Exercise requirements: Write out all of the data exactly as it appears.

══ Provided data ══

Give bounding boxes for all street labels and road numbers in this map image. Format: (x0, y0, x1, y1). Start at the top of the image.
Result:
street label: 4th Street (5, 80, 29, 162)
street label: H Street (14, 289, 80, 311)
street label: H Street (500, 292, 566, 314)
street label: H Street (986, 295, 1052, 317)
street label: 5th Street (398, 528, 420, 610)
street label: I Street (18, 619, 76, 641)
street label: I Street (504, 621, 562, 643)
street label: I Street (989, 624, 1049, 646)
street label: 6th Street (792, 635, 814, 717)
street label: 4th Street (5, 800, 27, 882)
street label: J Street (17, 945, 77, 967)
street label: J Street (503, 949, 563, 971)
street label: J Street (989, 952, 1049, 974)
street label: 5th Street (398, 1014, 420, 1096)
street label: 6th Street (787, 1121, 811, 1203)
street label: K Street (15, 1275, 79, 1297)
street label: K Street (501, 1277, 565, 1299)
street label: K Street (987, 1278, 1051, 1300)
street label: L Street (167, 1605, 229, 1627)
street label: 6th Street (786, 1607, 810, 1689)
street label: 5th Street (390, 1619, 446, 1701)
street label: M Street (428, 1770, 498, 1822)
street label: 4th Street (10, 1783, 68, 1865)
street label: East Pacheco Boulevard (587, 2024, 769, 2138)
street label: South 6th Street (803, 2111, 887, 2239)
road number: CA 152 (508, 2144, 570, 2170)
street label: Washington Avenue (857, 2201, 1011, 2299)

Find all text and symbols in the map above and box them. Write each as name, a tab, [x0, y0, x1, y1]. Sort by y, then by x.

═══

Answer section:
Give bounding boxes for all street labels and road numbers in this map image. Format: (x0, y0, x1, y1). Start at the top of the image.
Result:
street label: 4th Street (5, 80, 29, 162)
street label: H Street (14, 289, 80, 311)
street label: H Street (500, 292, 566, 314)
street label: H Street (986, 295, 1052, 317)
street label: 5th Street (398, 528, 420, 610)
street label: I Street (18, 619, 76, 641)
street label: I Street (504, 621, 562, 643)
street label: I Street (989, 624, 1049, 646)
street label: 6th Street (792, 635, 814, 717)
street label: 4th Street (5, 800, 27, 882)
street label: J Street (17, 945, 77, 967)
street label: J Street (503, 949, 563, 971)
street label: J Street (989, 952, 1049, 974)
street label: 5th Street (398, 1014, 420, 1096)
street label: 6th Street (787, 1121, 811, 1203)
street label: K Street (15, 1275, 79, 1297)
street label: K Street (501, 1277, 565, 1299)
street label: K Street (987, 1278, 1051, 1300)
street label: L Street (167, 1605, 229, 1627)
street label: 6th Street (786, 1607, 810, 1689)
street label: 5th Street (390, 1619, 446, 1701)
street label: M Street (428, 1770, 498, 1822)
street label: 4th Street (10, 1783, 68, 1865)
street label: East Pacheco Boulevard (587, 2024, 769, 2138)
street label: South 6th Street (803, 2111, 887, 2239)
road number: CA 152 (508, 2144, 570, 2170)
street label: Washington Avenue (857, 2201, 1011, 2299)

Find all text and symbols in the map above and box them. Write each as name, a tab, [x0, y0, x1, y1]. Sort by y, then by x.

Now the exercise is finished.